Dans cette édition de l'Economic Brief, nous examinons trois thèmes urgents qui façonnent le paysage économique mondial : l'érosion des valeurs refuges traditionnelles sur les marchés financiers, l'écart croissant de productivité entre l'Europe et les États-Unis, et les compromis réglementaires qui pourraient définir l'avenir de l'Europe.
Dépréciation : une crise de confiance dans les valeurs refuges
Depuis plus d'un an, les marchés financiers affichent des signes de ce que les analystes appellent le ‘ débasement trade ’, c'est-à-dire une méfiance croissante à l'égard des actifs historiquement considérés comme sûrs en période de turbulences, tels que les bons du Trésor américain et le dollar.
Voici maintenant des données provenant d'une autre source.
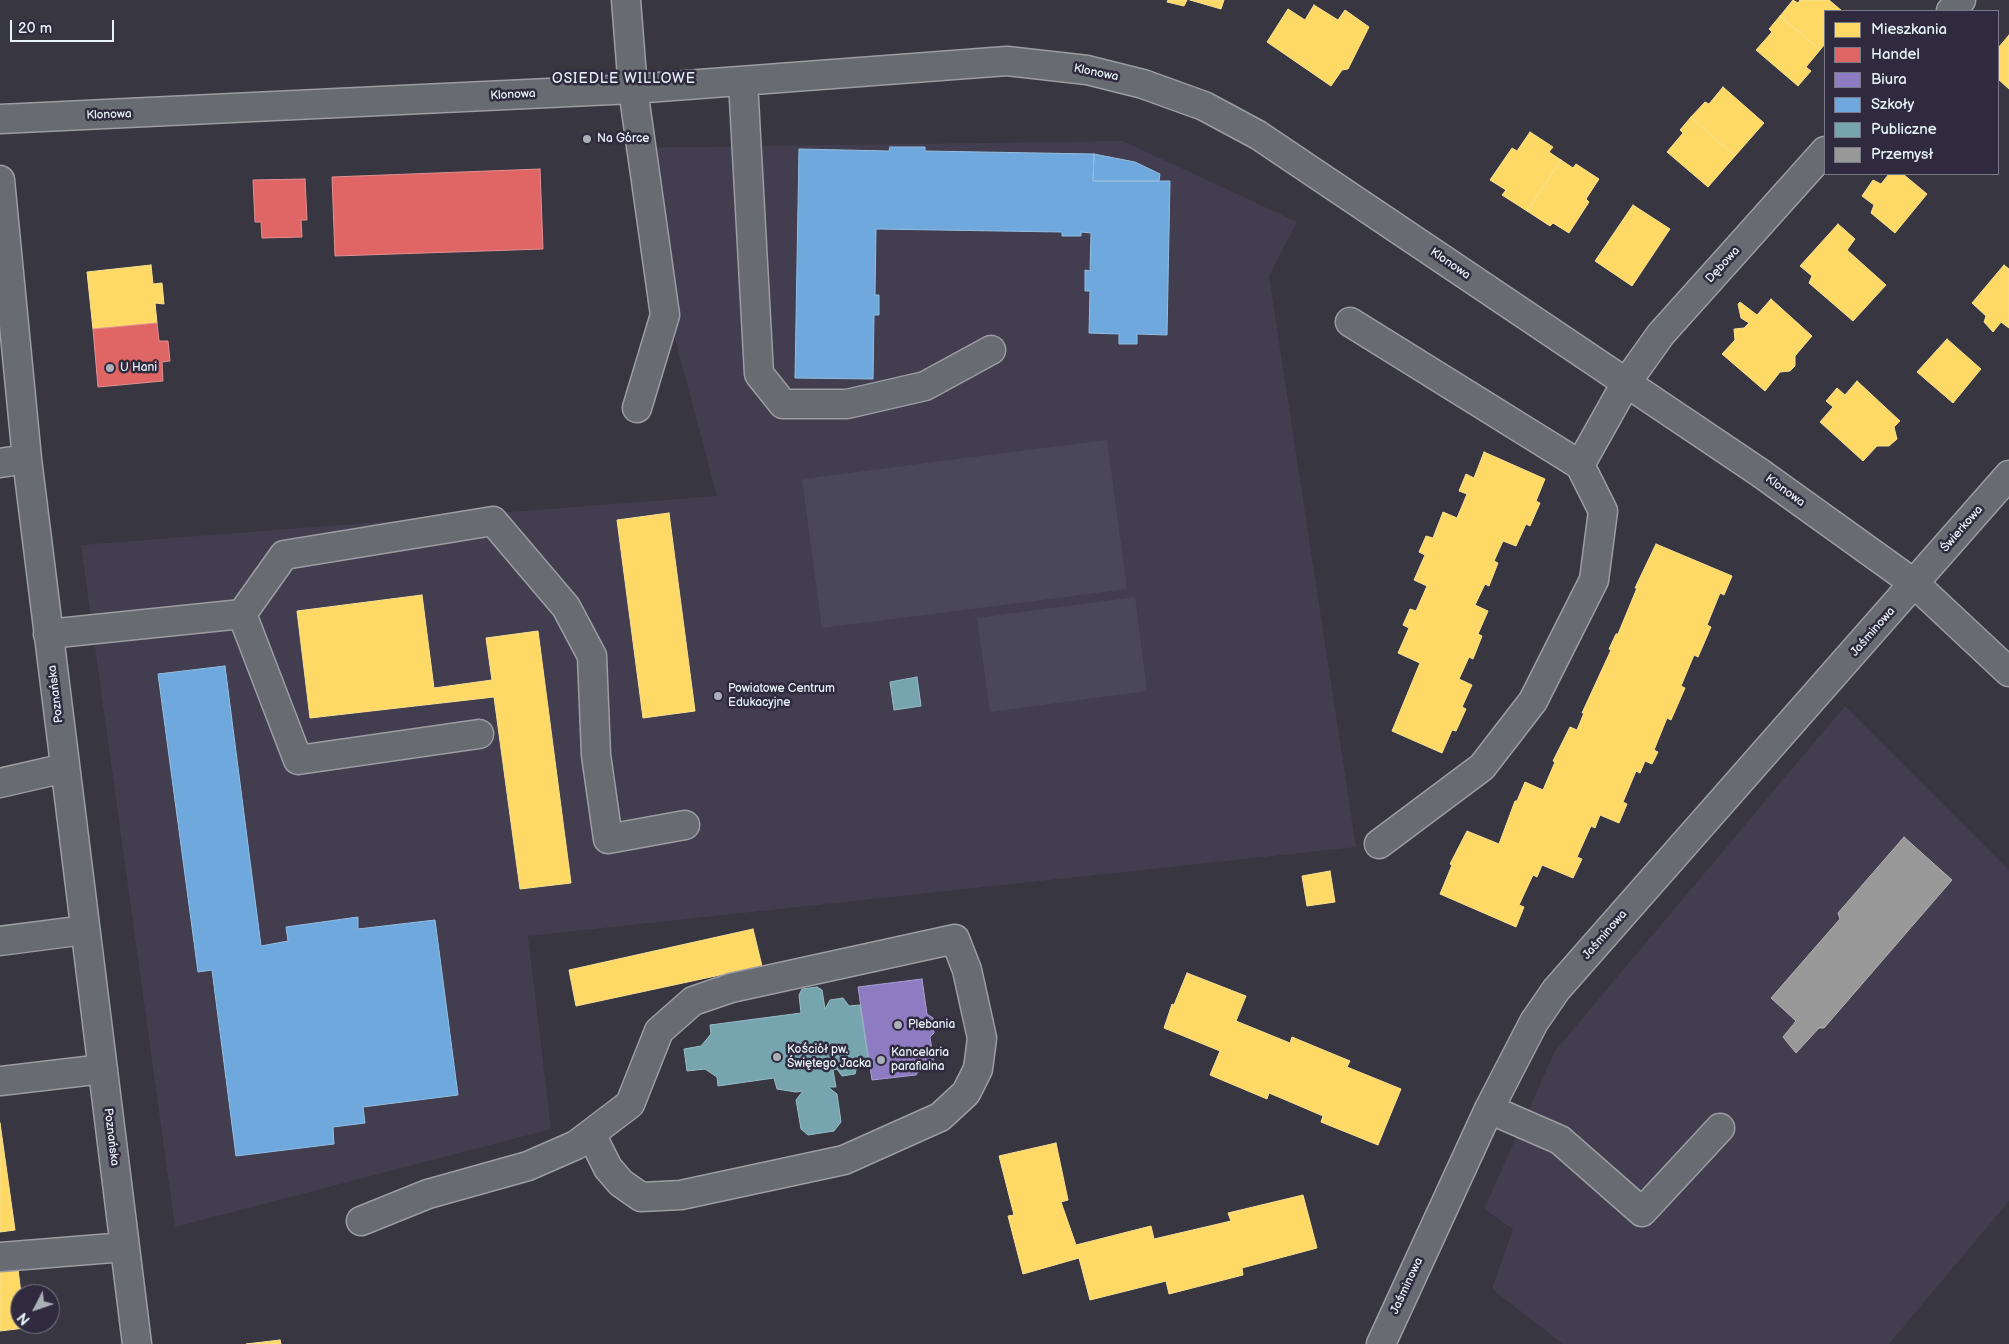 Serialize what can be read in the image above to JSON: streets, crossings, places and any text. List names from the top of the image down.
{
  "streets": {
    "street": [
      "Klonowa",
      "Dębowa",
      "Świerkowa",
      "Jaśminowa",
      "Poznańska"
    ]
  },
  "crossings": [
    ["Klonowa", "Dębowa"],
    ["Klonowa", "Świerkowa"],
    ["Klonowa", "Jaśminowa"],
    ["Świerkowa", "Jaśminowa"]
  ],
  "districts": ["OSIEDLE WILLOWE"],
  "places": [
    "Na Górce",
    "U Hani",
    "Powiatowe Centrum Edukacyjne",
    "Plebania",
    "Kościół pw. Świętego Jacka",
    "Kancelaria parafialna"
  ],
  "legend": [
    "Mieszkania",
    "Handel",
    "Biura",
    "Szkoły",
    "Publiczne",
    "Przemysł"
  ],
  "scale_bar": "20 m",
  "north": "bottom left"
}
Cette évolution reflète des doutes plus profonds quant à la capacité des gouvernements à honorer leurs dettes et pourrait marquer un nouveau chapitre dans le système monétaire international, qui repose sur la domination du dollar depuis la fin de l'étalon-or en 1971.
Or et devises étrangères

Sources : FMI, Accuracy
Les principaux symptômes de cette tendance sont les suivants :
- un dollar plus faible, en baisse de plus de 101 TP3T depuis début 2025 ;
- une accentuation de la courbe des taux souverains, indiquant des préoccupations relatives aux risques à long terme ;
- hausse des prix des valeurs refuges telles que l'or et même certaines cryptomonnaies.
Ces symptômes ont des causes structurelles. Nous pourrions mentionner le changement de stratégie des États-Unis, qui tirent parti de leur position dominante pour exercer une pression sur leurs rivaux, le scepticisme croissant à l'égard des politiques budgétaires dans les économies avancées, ou encore l'émergence d'un monde multipolaire, qui suscite des craintes d'instabilité plutôt que d'équilibre.
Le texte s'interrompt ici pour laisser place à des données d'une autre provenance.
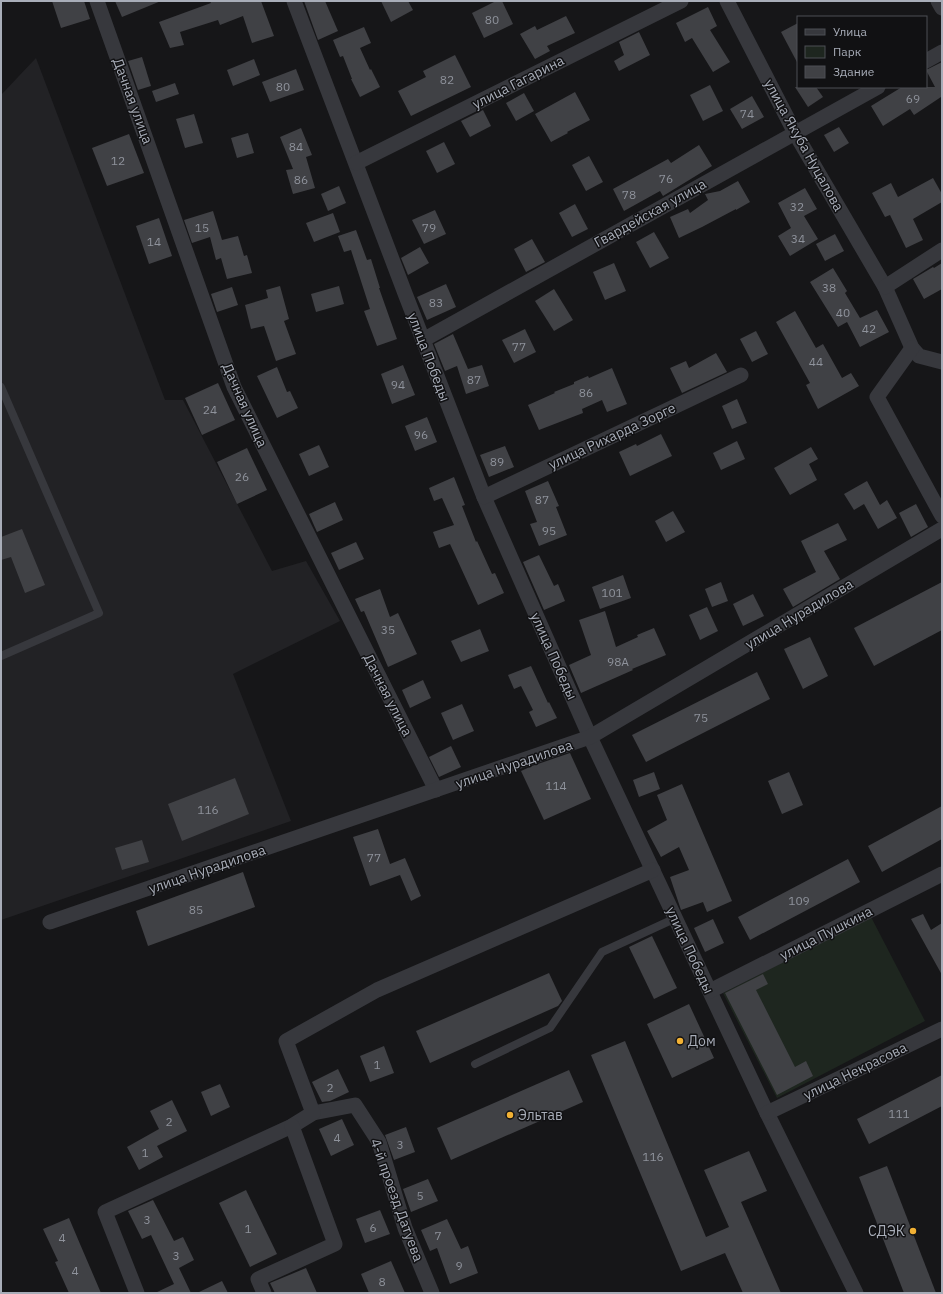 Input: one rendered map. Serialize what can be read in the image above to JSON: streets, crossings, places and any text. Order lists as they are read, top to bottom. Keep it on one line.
{"streets":{"street":["улица Гагарина","Дачная улица","улица Якуба Нуцалова","Гвардейская улица","улица Победы","улица Рихарда Зорге","улица Нурадилова","улица Пушкина","улица Некрасова","4-й проезд Датуева"]},"crossings":[["улица Гагарина","улица Победы"],["Дачная улица","улица Нурадилова"],["улица Якуба Нуцалова","Гвардейская улица"],["Гвардейская улица","улица Победы"],["улица Победы","улица Рихарда Зорге"],["улица Победы","улица Нурадилова"],["улица Победы","улица Пушкина"],["улица Победы","улица Некрасова"]],"places":["Дом","Эльтав","СДЭК"],"house_numbers":["80","82","80","69","74","84","12","76","86","78","32","15","79","34","14","38","83","40","42","77","44","87","94","86","24","96","89","26","87","95","101","35","98А","75","114","116","77","109","85","1","2","111","2","4","3","1","116","5","3","6","1","7","4","3","9","4","8"],"legend":["Улица","Парк","Здание"]}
Si les facteurs cycliques et l'essor du marché tiré par les technologies continuent d'assurer une certaine continuité, la position de l'administration Trump accentue cette rupture. La transition est en cours, mais il faut s'attendre à quelques turbulences et à des signaux erronés.
Productivité : le fossé transatlantique en matière d'innovation
Une étude récente de la Réserve fédérale américaine met en évidence une réalité frappante : si le Royaume-Uni, la France et l'Allemagne avaient suivi le rythme des innovations intégrées dans les investissements depuis 2000 aux États-Unis, leur productivité serait supérieure de 30 à 100 %, et leur PIB aurait augmenté de 4 à 11 %. L'écart ne concerne pas le volume des investissements, mais leur qualité technologique et la rapidité de leur adoption, domaines dans lesquels l'Europe accuse un retard structurel.
PIB réel par habitant

Productivité horaire

Sources : FED, Accuracy
Pourquoi ? Les analystes soulignent les raisons suivantes :
- contraintes réglementaires qui ralentissent l'agilité entrepreneuriale ;
- des mesures de protection des travailleurs qui augmentent le coût de l'échec, décourageant la prise de risques et l'innovation radicale ;
- La recherche et le développement ont été réorientés vers des produits matures, ce qui a limité les avancées significatives.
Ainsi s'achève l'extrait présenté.